Inam-ur-Rehman, chief executive officer (CEO) of Reon Energy said the development of alternate energy on micro as well as mass levels needs an encouragement from the government authorities.

“Lahore Electric Supply Company is also considering implementing the net metering,” Rehman said. “K-Electric is reluctant as the power utility does not want to lose sales.”  He said net-metering could add power that could reduce the gap between energy demand and supply and also bring down the electricity cost for consumers.

Power shortfall ramps up to 5,000 megawatts in the country. “It will also decrease the load on the overall transmission and distribution system,” Rehman said. “Each rooftop and open space can act as a solar generator. Pakistan is one of the best countries in the world for rooftop solar – almost 1.5 times better than Germany.”

A consumer, willing to install generation facility for net-metering, will need to acquire a distribution licence from the Nepra.  “It is a cumbersome process, but the Nepra is quite efficient and processing the applications within weeks,” said CEO Reon Energy.
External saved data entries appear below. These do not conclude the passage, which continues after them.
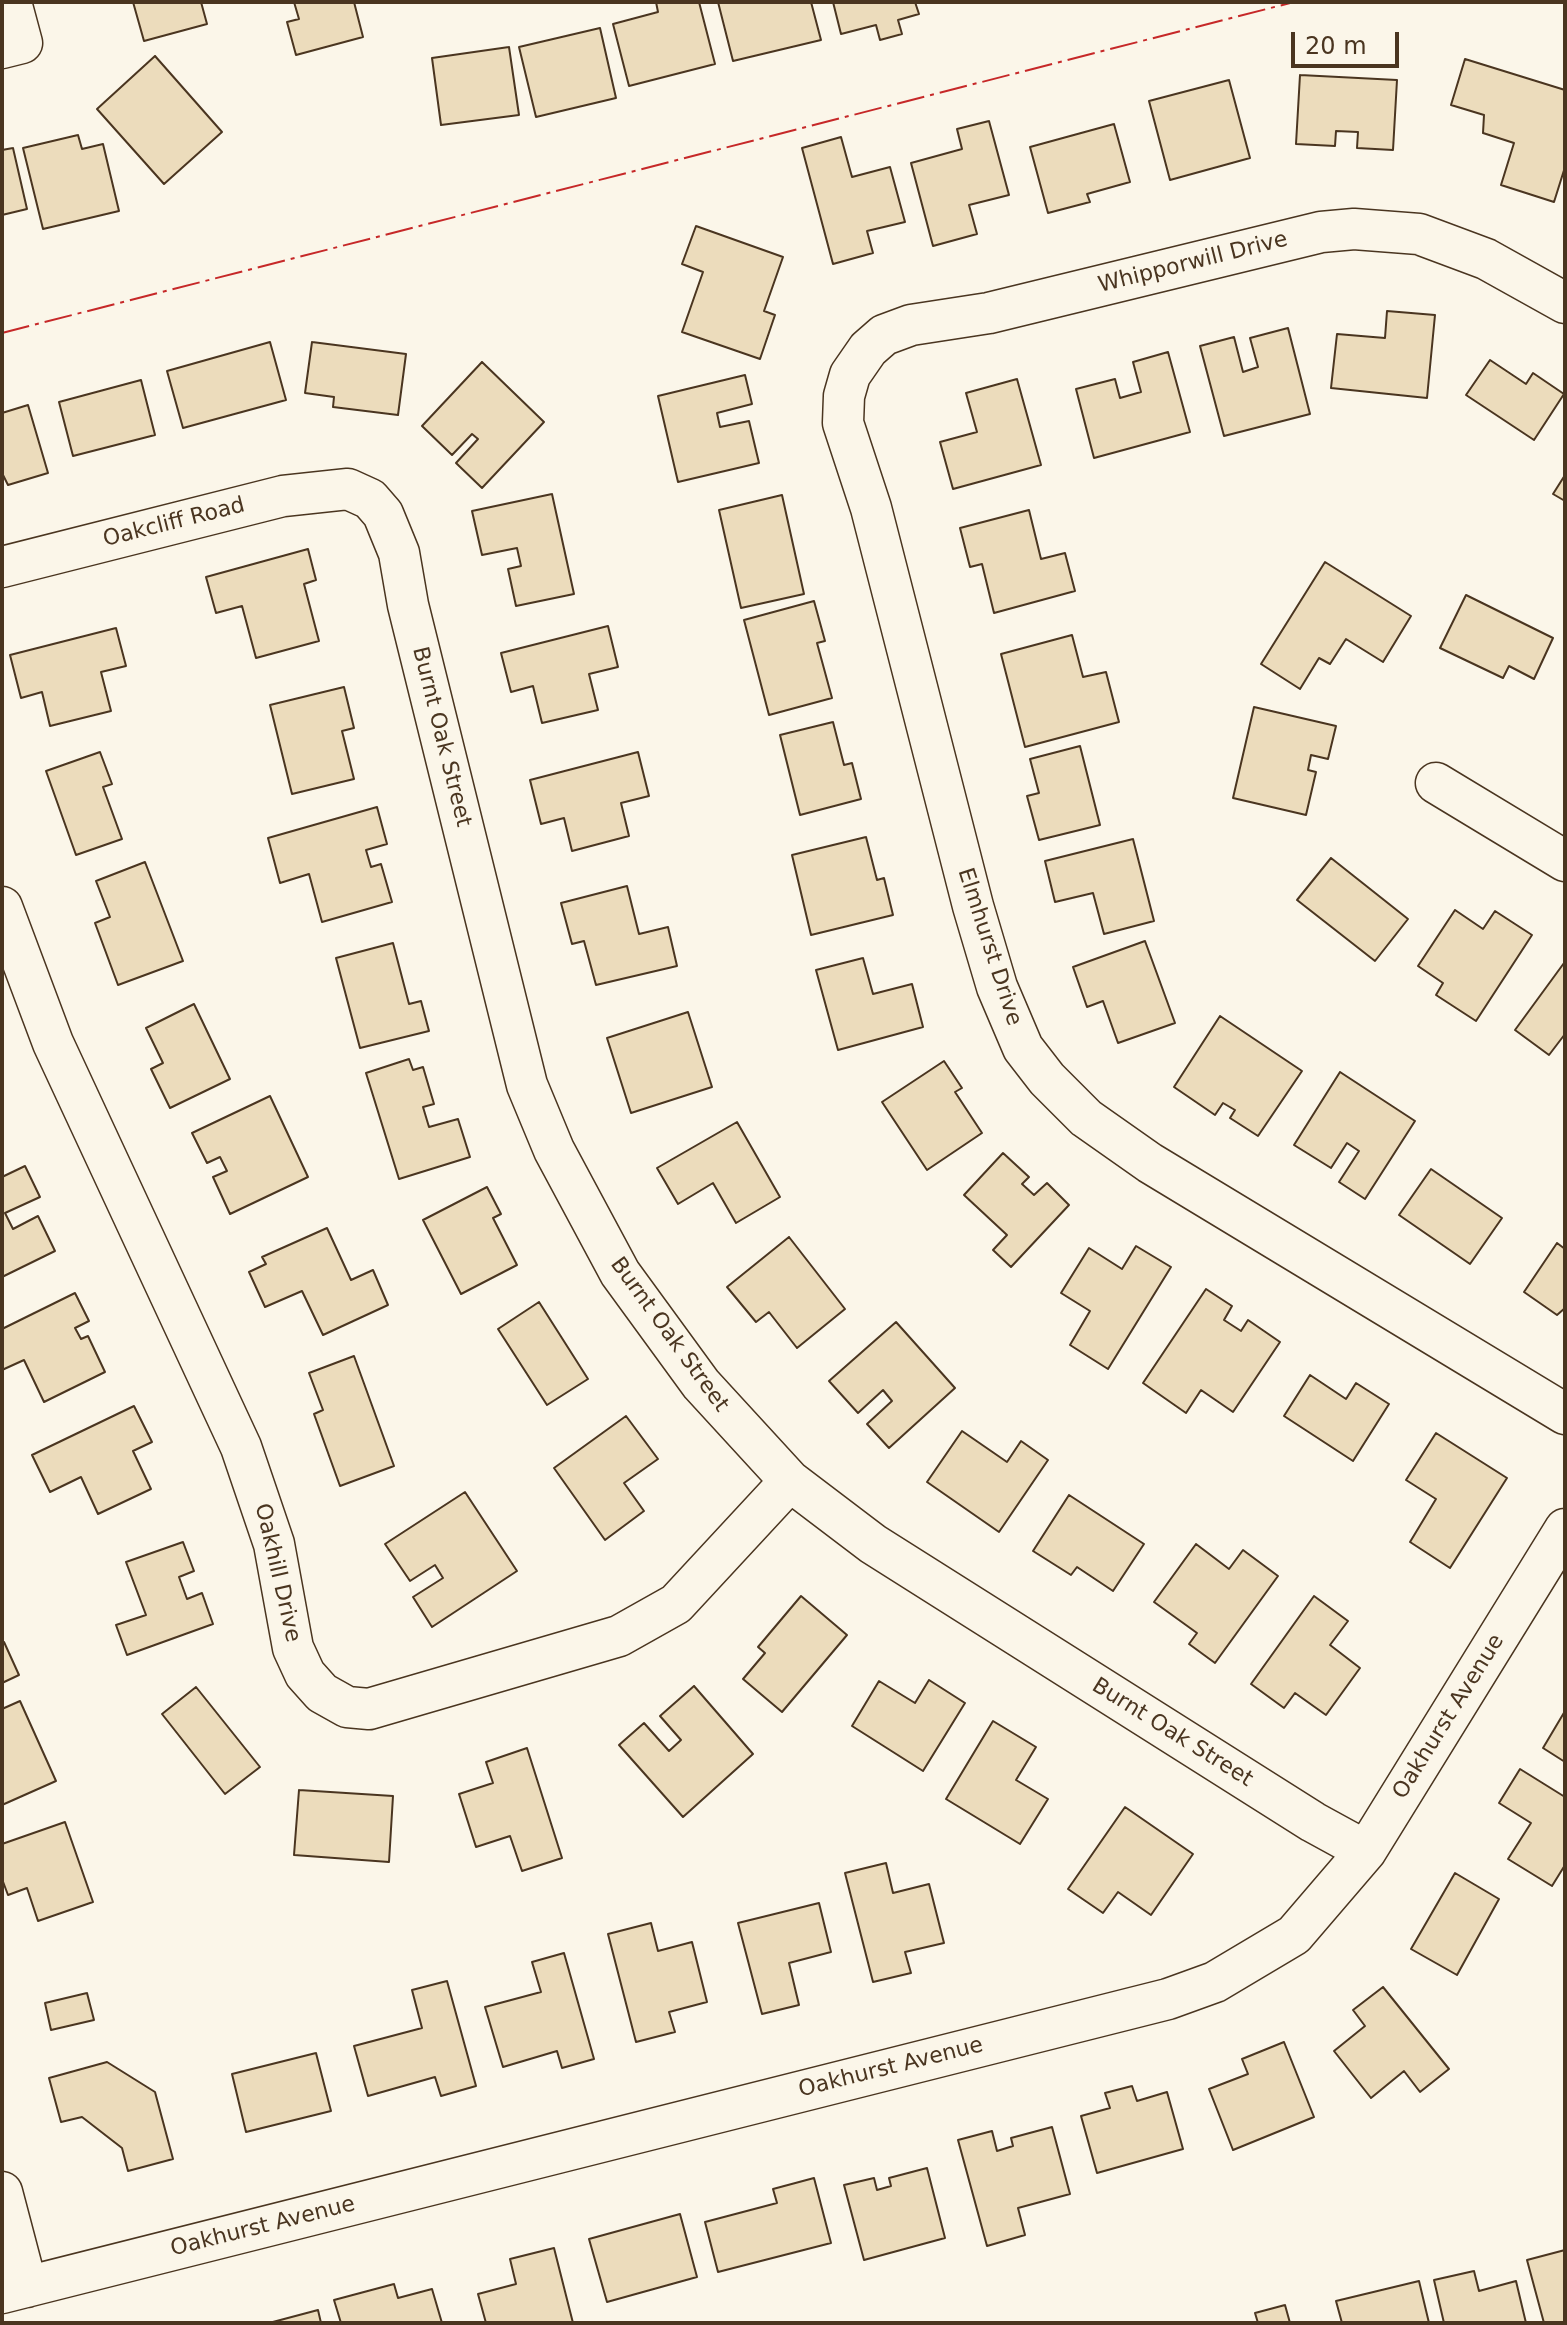 <!DOCTYPE html>
<style>
body{margin:0}
#map{position:relative;width:1567px;height:2325px;overflow:hidden;background:#fbf6e9;font-family:"DejaVu Sans",sans-serif}
canvas{display:block}
.frame{position:absolute;inset:0;border:4px solid #4a3520;pointer-events:none}
.scale{position:absolute;left:1291px;top:32px;width:108px;height:36px;box-sizing:border-box;border:4px solid #4a3520;border-top:0;padding-left:10px;font-size:24px;line-height:28px;white-space:nowrap;color:#4a3520;-webkit-text-stroke:6px #fbf6e9;paint-order:stroke}
</style>
<div id="map">
<canvas width="1567" height="2325"></canvas>
<div class="frame"></div>
<div class="scale">20 m</div>
</div>
<script>
const context = document.querySelector('canvas').getContext('2d');
context.lineJoin = 'round';
function fill(path, color) {
  context.fillStyle = color;
  context.fill(path, 'evenodd');
}
function toPath(rows) {
  const path = new Path2D();
  for (const r of rows) {
    path.moveTo(r[0], r[1]);
    for (let i = 2; i < r.length; i += 2) path.lineTo(r[i], r[i + 1]);
  }
  return path;
}
function strokePath(path, color, width, dash) {
  context.strokeStyle = color;
  context.lineWidth = width;
  context.lineCap = dash ? 'butt' : 'round';
  context.setLineDash(dash || []);
  context.stroke(path);
}
function label(font, color, halo, rows, align = 'center') {
  context.font = font + ' "DejaVu Sans",sans-serif';
  context.lineWidth = 6;
  context.setLineDash([]);
  context.textBaseline = 'middle';
  context.strokeStyle = halo;
  context.fillStyle = color;
  for (const [text, x, y, turn = 0] of rows) {
    context.save();
    context.translate(x, y);
    context.rotate((+turn || 0) * Math.PI / 180);
    context.textAlign = isNaN(turn) ? turn : align;
    if (halo) context.strokeText(text, 0, 0);
    context.fillText(text, 0, 0);
    context.restore();
  }
}
const building = toPath([
 [133,2,201,2,207,24,144,41,133,2],
 [294,2,354,2,363,37,296,55,287,22,299,19,294,2],
 [656,2,699,2,715,64,629,86,613,24,658,12,656,2],
 [718,2,811,2,821,40,733,61,718,2],
 [833,2,915,2,919,14,898,20,902,34,880,40,876,25,841,34,833,2],
 [600,28,616,98,536,117,519,47,600,28],
 [509,47,519,115,441,125,432,58,509,47],
 [155,56,222,132,164,184,97,109,155,56],
 [1465,59,1565,90,1565,167,1554,202,1501,185,1514,143,1483,133,1484,115,1451,105,1465,59],
 [1300,75,1397,80,1393,150,1357,148,1358,132,1336,131,1335,146,1296,144,1300,75],
 [1229,80,1250,158,1170,180,1149,101,1229,80],
 [989,121,1009,195,969,205,977,234,933,246,911,163,962,149,957,129,989,121],
 [1114,124,1130,182,1087,194,1090,202,1048,213,1030,147,1114,124],
 [78,135,82,149,103,144,119,211,43,229,23,148,78,135],
 [841,137,852,177,890,167,905,222,867,231,873,253,833,264,802,148,841,137],
 [13,148,27,209,2,215,2,150,13,148],
 [696,226,783,257,764,311,775,315,760,359,682,332,703,272,682,264,696,226],
 [1387,311,1435,315,1427,398,1331,388,1337,334,1385,338,1387,311],
 [1288,328,1310,414,1224,436,1200,346,1234,337,1243,372,1258,367,1250,338,1288,328],
 [270,342,286,400,183,428,167,371,270,342],
 [312,342,406,354,398,415,333,407,334,397,305,393,312,342],
 [1168,352,1190,432,1094,458,1076,389,1115,379,1120,398,1141,392,1133,362,1168,352],
 [1490,360,1526,384,1533,373,1564,394,1534,440,1466,395,1490,360],
 [482,362,544,422,482,488,456,463,478,439,472,434,452,455,422,426,482,362],
 [745,375,752,404,717,413,720,427,749,421,759,463,678,482,658,396,745,375],
 [1017,379,1041,465,953,489,940,442,977,432,966,393,1017,379],
 [141,380,155,435,73,456,59,402,141,380],
 [28,405,48,473,8,485,2,473,2,413,28,405],
 [1565,475,1565,501,1553,494,1565,475],
 [552,494,574,594,516,606,508,569,521,566,517,548,482,555,472,511,552,494],
 [782,495,804,594,741,608,719,510,782,495],
 [1029,510,1041,559,1065,553,1075,591,994,613,982,564,970,567,960,528,1029,510],
 [308,549,316,580,304,584,319,641,256,658,242,606,216,613,206,577,308,549],
 [1325,562,1411,616,1383,662,1346,639,1330,664,1319,658,1300,689,1261,664,1325,562],
 [1466,595,1553,638,1534,679,1509,666,1503,678,1440,648,1466,595],
 [814,601,825,641,817,643,832,698,769,715,744,620,814,601],
 [608,626,618,667,589,674,598,710,542,723,533,686,511,692,501,653,608,626],
 [116,628,126,666,101,672,111,711,50,726,42,692,21,698,10,655,116,628],
 [1072,635,1083,677,1106,672,1119,722,1025,747,1001,654,1072,635],
 [344,687,354,728,342,731,354,779,292,794,270,705,344,687],
 [1254,707,1336,726,1328,759,1311,755,1308,770,1316,772,1306,815,1233,798,1254,707],
 [833,722,844,765,852,763,861,799,800,815,780,735,833,722],
 [1080,746,1100,825,1039,840,1027,796,1039,793,1030,759,1080,746],
 [100,752,112,784,103,787,122,839,76,855,46,771,100,752],
 [638,752,649,796,621,803,629,836,572,851,564,818,541,824,530,780,638,752],
 [377,807,387,844,366,850,371,867,381,864,392,902,322,922,309,874,280,883,268,838,377,807],
 [866,837,877,880,884,878,893,915,811,935,792,855,866,837],
 [1133,839,1154,921,1104,934,1093,893,1055,902,1045,861,1133,839],
 [1331,858,1408,919,1375,961,1297,900,1331,858],
 [145,862,183,961,118,985,95,923,110,917,96,881,145,862],
 [627,886,639,934,668,927,677,966,596,985,584,941,572,944,561,903,627,886],
 [1455,910,1483,929,1495,911,1532,935,1476,1021,1436,995,1443,983,1418,966,1455,910],
 [1145,941,1175,1023,1118,1043,1103,1001,1087,1007,1073,967,1145,941],
 [393,943,409,1004,421,1001,429,1031,360,1048,336,958,393,943],
 [863,958,873,994,912,984,923,1027,838,1050,816,970,863,958],
 [1564,963,1565,1034,1549,1055,1515,1030,1564,963],
 [194,1004,230,1079,170,1108,151,1069,163,1063,146,1028,194,1004],
 [688,1012,712,1087,631,1113,607,1038,688,1012],
 [1220,1016,1302,1071,1258,1136,1230,1118,1235,1110,1223,1103,1215,1115,1174,1087,1220,1016],
 [409,1059,413,1070,423,1067,434,1104,423,1107,429,1127,458,1119,470,1157,399,1179,366,1073,409,1059],
 [944,1061,962,1088,955,1092,982,1133,927,1170,882,1102,944,1061],
 [1340,1072,1415,1121,1365,1199,1339,1182,1359,1151,1347,1143,1331,1168,1294,1145,1340,1072],
 [270,1096,308,1177,230,1214,213,1177,227,1171,220,1157,207,1163,192,1133,270,1096],
 [737,1122,780,1197,736,1223,713,1183,678,1204,657,1168,737,1122],
 [1003,1153,1029,1177,1022,1184,1034,1195,1047,1183,1069,1205,1011,1267,993,1250,1007,1235,964,1195,1003,1153],
 [25,1166,40,1197,5,1213,13,1229,38,1216,55,1251,2,1277,2,1177,25,1166],
 [1431,1169,1502,1218,1470,1264,1399,1215,1431,1169],
 [487,1187,501,1214,493,1218,517,1265,461,1294,423,1220,487,1187],
 [327,1228,351,1280,373,1270,388,1305,323,1335,302,1291,265,1307,249,1272,266,1264,262,1257,327,1228],
 [789,1237,845,1309,797,1348,769,1312,756,1322,727,1287,789,1237],
 [1557,1243,1565,1249,1565,1308,1557,1315,1524,1292,1557,1243],
 [1136,1246,1171,1267,1108,1369,1070,1345,1090,1311,1061,1293,1089,1248,1122,1269,1136,1246],
 [1206,1289,1232,1306,1224,1320,1241,1331,1248,1320,1280,1342,1233,1412,1201,1390,1186,1413,1143,1383,1206,1289],
 [75,1293,89,1321,75,1328,81,1339,88,1336,105,1372,44,1402,24,1360,2,1370,2,1329,75,1293],
 [539,1302,588,1379,547,1405,498,1329,539,1302],
 [896,1322,955,1388,889,1448,867,1424,892,1401,883,1390,858,1413,829,1381,896,1322],
 [354,1356,394,1466,340,1486,314,1414,323,1410,309,1373,354,1356],
 [1310,1375,1346,1399,1356,1383,1389,1404,1353,1461,1284,1416,1310,1375],
 [134,1406,152,1442,133,1451,151,1489,98,1514,81,1477,50,1492,32,1455,134,1406],
 [626,1416,658,1459,624,1483,644,1511,605,1540,554,1468,626,1416],
 [962,1431,1007,1462,1021,1441,1048,1460,999,1532,927,1482,962,1431],
 [1436,1433,1507,1478,1450,1568,1410,1542,1436,1499,1406,1480,1436,1433],
 [465,1492,517,1571,432,1627,413,1597,443,1578,435,1565,410,1581,385,1544,465,1492],
 [1069,1495,1144,1544,1113,1591,1077,1567,1071,1575,1033,1551,1069,1495],
 [183,1542,194,1571,179,1577,187,1599,202,1593,213,1624,127,1655,116,1625,146,1615,126,1562,183,1542],
 [1196,1544,1229,1569,1243,1550,1278,1576,1215,1663,1189,1644,1197,1633,1154,1602,1196,1544],
 [801,1596,847,1635,782,1712,743,1679,765,1653,758,1647,801,1596],
 [1314,1596,1348,1621,1330,1645,1360,1668,1326,1715,1295,1693,1284,1708,1251,1684,1314,1596],
 [4,1642,19,1675,2,1683,2,1643,4,1642],
 [929,1680,965,1703,923,1771,852,1726,879,1681,915,1703,929,1680],
 [694,1686,753,1754,683,1817,619,1745,644,1723,669,1751,681,1740,660,1716,694,1686],
 [196,1687,260,1767,225,1794,162,1714,196,1687],
 [20,1701,56,1781,2,1805,2,1709,20,1701],
 [1565,1711,1565,1762,1543,1748,1565,1711],
 [993,1721,1036,1747,1016,1780,1048,1799,1020,1844,946,1799,993,1721],
 [527,1748,562,1858,522,1871,510,1836,476,1847,459,1794,493,1783,486,1762,527,1748],
 [1520,1769,1565,1797,1565,1865,1552,1886,1508,1859,1531,1823,1499,1803,1520,1769],
 [299,1790,393,1796,389,1862,294,1855,299,1790],
 [1125,1807,1193,1854,1151,1915,1118,1892,1103,1913,1068,1889,1125,1807],
 [65,1822,93,1902,38,1921,27,1888,8,1895,2,1879,2,1844,65,1822],
 [886,1863,893,1893,929,1884,944,1943,905,1952,911,1973,873,1982,845,1873,886,1863],
 [1455,1873,1499,1899,1457,1975,1411,1949,1455,1873],
 [819,1903,831,1952,789,1963,799,2005,762,2014,738,1923,819,1903],
 [651,1923,658,1951,692,1942,707,2002,669,2012,675,2032,636,2042,608,1934,651,1923],
 [564,1953,594,2059,562,2068,557,2051,503,2067,485,2007,541,1992,532,1962,564,1953],
 [447,1981,476,2086,441,2096,435,2077,368,2096,354,2046,422,2028,412,1990,447,1981],
 [1383,1987,1449,2069,1420,2092,1404,2071,1371,2098,1334,2051,1365,2026,1353,2010,1383,1987],
 [87,1993,94,2020,51,2030,45,2003,87,1993],
 [1284,2042,1314,2117,1233,2150,1209,2089,1248,2074,1242,2059,1284,2042],
 [316,2053,331,2111,246,2132,232,2074,316,2053],
 [107,2062,155,2092,173,2159,128,2171,122,2148,82,2117,61,2122,49,2078,107,2062],
 [1132,2086,1137,2101,1167,2092,1183,2149,1097,2173,1081,2116,1110,2108,1105,2093,1132,2086],
 [1052,2127,1070,2194,1018,2208,1025,2235,987,2246,958,2140,992,2131,997,2151,1013,2146,1011,2138,1052,2127],
 [927,2168,945,2238,864,2260,844,2185,874,2178,877,2190,891,2186,889,2178,927,2168],
 [814,2178,831,2243,718,2272,705,2222,777,2203,773,2189,814,2178],
 [680,2214,697,2277,607,2302,589,2239,680,2214],
 [554,2248,573,2323,486,2323,478,2294,516,2284,510,2259,554,2248],
 [1565,2250,1565,2323,1544,2323,1527,2260,1565,2250],
 [1474,2271,1479,2291,1516,2281,1526,2323,1444,2323,1434,2280,1474,2271],
 [1419,2281,1429,2323,1342,2323,1336,2301,1419,2281],
 [394,2284,398,2298,432,2289,442,2323,341,2323,334,2300,394,2284],
 [1285,2305,1290,2323,1258,2323,1255,2313,1285,2305],
 [318,2310,321,2323,269,2323,318,2310]
]);
fill(building, '#ecdcbc');
strokePath(building, '#4a3520', 2);
const minor = toPath([
 [2,48,22,43,11,2],
 [1565,303,1486,259,1419,234,1354,229,1321,232,989,313,911,325,884,335,868,349,850,375,844,396,843,423,871,508,973,906,997,987,1023,1048,1047,1079,1086,1118,1150,1163,1565,1414],
 [2,567,283,496,348,489,370,499,383,514,399,553,408,605,527,1085,554,1150,620,1273,701,1384,790,1481,873,1544,1313,1822,1366,1851],
 [1436,783,1565,861],
 [2,907,53,1043,241,1447,274,1544,293,1648,305,1674,322,1693,347,1707,369,1709,619,1636,676,1604,790,1481],
 [2,2192,27,2287],
 [2,2293,1168,1999,1215,1982,1294,1935,1366,1851,1565,1529]
]);
strokePath(minor, '#4a3520', 43);
strokePath(minor, '#fbf6e9', 40);
strokePath(toPath([
 [2,333,1294,2]
]), '#c62828', 2, [28, 6, 4, 6]);
label('22px', '#4a3520', '#fbf6e9', [
 ["Whipporwill Drive",1193,263,-14],
 ["Oakcliff Road",174,523,-14],
 ["Burnt Oak Street",441,737,76],
 ["Elmhurst Drive",989,947,72],
 ["Burnt Oak Street",669,1335,54],
 ["Oakhill Drive",277,1573,77],
 ["Oakhurst Avenue",1449,1717,-58],
 ["Burnt Oak Street",1172,1733,32],
 ["Oakhurst Avenue",891,2068,-14],
 ["Oakhurst Avenue",263,2227,-14]
]);
</script>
The regulations said the surplus solar electricity produced in a month will be carried forward, as an electricity credit in the electricity bill of the next month and so on. “Finally, at the end of the financial year, the net surplus electricity will be credited to the consumer at an agreed rate,” read the document. The scheme provides an incentive to those who are paying high electricity tariffs, such as high-end residential and commercial consumers to go solar.